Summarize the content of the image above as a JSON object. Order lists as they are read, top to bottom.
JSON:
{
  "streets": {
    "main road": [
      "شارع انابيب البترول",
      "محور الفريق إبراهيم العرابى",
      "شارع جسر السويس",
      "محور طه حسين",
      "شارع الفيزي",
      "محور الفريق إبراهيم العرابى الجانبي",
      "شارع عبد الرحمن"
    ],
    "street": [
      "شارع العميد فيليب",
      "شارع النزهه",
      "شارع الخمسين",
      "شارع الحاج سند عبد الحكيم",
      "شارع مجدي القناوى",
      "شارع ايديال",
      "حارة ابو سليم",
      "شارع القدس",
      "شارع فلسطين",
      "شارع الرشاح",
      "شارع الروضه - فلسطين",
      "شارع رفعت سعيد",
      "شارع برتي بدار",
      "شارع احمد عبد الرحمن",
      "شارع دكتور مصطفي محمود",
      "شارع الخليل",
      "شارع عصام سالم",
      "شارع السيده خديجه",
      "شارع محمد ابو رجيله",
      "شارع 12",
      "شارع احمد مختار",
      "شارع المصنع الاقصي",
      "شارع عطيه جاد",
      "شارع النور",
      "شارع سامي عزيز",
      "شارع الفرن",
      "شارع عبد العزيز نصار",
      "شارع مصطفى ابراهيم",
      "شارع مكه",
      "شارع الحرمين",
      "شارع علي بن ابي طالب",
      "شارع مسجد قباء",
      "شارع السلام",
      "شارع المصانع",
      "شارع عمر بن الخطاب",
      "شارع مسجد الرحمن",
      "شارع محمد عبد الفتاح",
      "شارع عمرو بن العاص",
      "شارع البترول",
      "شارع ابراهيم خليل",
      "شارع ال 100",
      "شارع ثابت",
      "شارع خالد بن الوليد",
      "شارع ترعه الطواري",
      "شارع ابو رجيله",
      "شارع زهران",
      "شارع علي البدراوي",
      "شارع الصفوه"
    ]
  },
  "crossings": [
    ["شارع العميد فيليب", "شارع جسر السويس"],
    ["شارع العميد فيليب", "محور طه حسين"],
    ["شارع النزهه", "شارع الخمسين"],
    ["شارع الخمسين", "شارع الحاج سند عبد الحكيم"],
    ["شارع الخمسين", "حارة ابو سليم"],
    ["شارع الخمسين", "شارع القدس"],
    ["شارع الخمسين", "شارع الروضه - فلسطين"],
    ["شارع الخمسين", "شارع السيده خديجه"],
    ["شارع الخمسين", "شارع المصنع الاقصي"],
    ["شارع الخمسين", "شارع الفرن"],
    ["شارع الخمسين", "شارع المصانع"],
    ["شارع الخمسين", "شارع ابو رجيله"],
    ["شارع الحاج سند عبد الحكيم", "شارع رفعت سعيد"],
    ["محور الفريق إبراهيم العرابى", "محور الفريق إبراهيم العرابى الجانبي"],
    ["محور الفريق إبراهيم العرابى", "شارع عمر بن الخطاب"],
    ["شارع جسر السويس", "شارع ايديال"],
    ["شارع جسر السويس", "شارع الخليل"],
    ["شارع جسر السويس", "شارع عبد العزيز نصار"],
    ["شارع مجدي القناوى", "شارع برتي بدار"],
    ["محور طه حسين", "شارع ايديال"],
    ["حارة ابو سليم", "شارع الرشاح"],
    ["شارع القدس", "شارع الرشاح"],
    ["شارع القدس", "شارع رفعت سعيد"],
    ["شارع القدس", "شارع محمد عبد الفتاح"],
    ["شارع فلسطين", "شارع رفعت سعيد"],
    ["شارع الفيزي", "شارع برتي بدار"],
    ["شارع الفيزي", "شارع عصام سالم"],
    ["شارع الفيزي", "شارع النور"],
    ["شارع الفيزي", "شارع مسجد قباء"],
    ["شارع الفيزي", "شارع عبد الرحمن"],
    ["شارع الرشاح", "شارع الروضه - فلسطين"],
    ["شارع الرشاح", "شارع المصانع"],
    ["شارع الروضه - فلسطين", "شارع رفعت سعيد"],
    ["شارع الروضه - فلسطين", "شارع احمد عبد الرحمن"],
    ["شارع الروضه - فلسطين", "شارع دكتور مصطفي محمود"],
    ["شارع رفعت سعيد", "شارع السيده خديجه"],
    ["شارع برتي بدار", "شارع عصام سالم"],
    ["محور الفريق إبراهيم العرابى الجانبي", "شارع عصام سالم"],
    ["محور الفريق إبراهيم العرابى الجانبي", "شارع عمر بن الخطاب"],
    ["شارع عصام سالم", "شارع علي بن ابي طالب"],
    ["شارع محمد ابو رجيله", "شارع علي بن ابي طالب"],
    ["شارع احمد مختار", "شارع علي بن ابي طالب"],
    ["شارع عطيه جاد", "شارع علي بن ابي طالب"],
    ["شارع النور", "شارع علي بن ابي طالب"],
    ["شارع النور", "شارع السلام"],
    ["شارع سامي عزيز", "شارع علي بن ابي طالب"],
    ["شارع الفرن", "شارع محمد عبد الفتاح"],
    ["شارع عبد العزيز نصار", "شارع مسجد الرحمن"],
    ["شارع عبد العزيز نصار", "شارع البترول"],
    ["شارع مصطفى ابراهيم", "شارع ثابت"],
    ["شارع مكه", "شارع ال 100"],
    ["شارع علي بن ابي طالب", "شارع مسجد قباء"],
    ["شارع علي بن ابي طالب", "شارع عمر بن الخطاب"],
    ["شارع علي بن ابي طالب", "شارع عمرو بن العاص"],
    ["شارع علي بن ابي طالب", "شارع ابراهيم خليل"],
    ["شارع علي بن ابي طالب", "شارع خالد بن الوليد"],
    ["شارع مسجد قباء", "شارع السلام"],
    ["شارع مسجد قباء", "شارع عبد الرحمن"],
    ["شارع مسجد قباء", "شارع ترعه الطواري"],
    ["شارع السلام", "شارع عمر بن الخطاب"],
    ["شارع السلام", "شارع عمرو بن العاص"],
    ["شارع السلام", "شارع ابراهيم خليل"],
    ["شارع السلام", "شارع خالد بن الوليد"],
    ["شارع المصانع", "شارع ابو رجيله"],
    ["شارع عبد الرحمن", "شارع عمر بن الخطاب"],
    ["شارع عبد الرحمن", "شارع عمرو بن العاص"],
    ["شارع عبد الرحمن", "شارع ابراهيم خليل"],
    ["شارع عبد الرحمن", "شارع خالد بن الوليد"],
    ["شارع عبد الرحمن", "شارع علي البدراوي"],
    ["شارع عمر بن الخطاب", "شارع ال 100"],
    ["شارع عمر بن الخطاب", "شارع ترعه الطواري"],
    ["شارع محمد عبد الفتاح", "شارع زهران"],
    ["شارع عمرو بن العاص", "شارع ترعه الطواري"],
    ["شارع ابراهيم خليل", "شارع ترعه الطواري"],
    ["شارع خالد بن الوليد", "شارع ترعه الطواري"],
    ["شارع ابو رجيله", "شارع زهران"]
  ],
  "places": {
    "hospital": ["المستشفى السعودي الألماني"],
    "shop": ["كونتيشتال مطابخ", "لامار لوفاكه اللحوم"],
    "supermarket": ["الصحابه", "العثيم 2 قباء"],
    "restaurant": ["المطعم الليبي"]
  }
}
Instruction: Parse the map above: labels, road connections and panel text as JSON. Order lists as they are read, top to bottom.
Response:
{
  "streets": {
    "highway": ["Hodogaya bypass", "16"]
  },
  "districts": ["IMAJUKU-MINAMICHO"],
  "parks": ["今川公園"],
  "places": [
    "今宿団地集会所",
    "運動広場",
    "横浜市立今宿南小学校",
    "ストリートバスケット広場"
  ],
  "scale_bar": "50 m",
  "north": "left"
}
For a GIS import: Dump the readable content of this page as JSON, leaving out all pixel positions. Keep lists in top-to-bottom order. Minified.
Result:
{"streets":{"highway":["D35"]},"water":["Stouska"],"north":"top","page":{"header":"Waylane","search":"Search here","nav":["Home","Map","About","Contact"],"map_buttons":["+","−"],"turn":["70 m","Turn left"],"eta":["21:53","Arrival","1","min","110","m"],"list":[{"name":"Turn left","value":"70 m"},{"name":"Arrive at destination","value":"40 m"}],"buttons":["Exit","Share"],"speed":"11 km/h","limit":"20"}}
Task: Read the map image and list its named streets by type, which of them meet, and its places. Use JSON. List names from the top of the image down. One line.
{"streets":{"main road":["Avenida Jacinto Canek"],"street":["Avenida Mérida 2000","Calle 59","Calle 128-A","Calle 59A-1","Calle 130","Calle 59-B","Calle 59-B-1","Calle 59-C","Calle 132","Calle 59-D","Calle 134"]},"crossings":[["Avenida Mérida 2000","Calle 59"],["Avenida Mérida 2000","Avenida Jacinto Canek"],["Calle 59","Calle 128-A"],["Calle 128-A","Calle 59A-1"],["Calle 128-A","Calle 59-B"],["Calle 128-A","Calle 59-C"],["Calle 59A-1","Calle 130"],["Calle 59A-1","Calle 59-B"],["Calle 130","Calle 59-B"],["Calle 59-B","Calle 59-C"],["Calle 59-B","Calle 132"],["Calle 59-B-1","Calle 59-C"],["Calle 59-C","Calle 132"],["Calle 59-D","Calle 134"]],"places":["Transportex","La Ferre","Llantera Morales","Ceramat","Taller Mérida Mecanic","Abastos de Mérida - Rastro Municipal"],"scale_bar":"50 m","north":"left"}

##########

■ Your instructions: Each line of the records that contains the string "الفيزي" must be copied.

■ Reply:
      "شارع الفيزي",
    ["شارع الفيزي", "شارع برتي بدار"],
    ["شارع الفيزي", "شارع عصام سالم"],
    ["شارع الفيزي", "شارع النور"],
    ["شارع الفيزي", "شارع مسجد قباء"],
    ["شارع الفيزي", "شارع عبد الرحمن"],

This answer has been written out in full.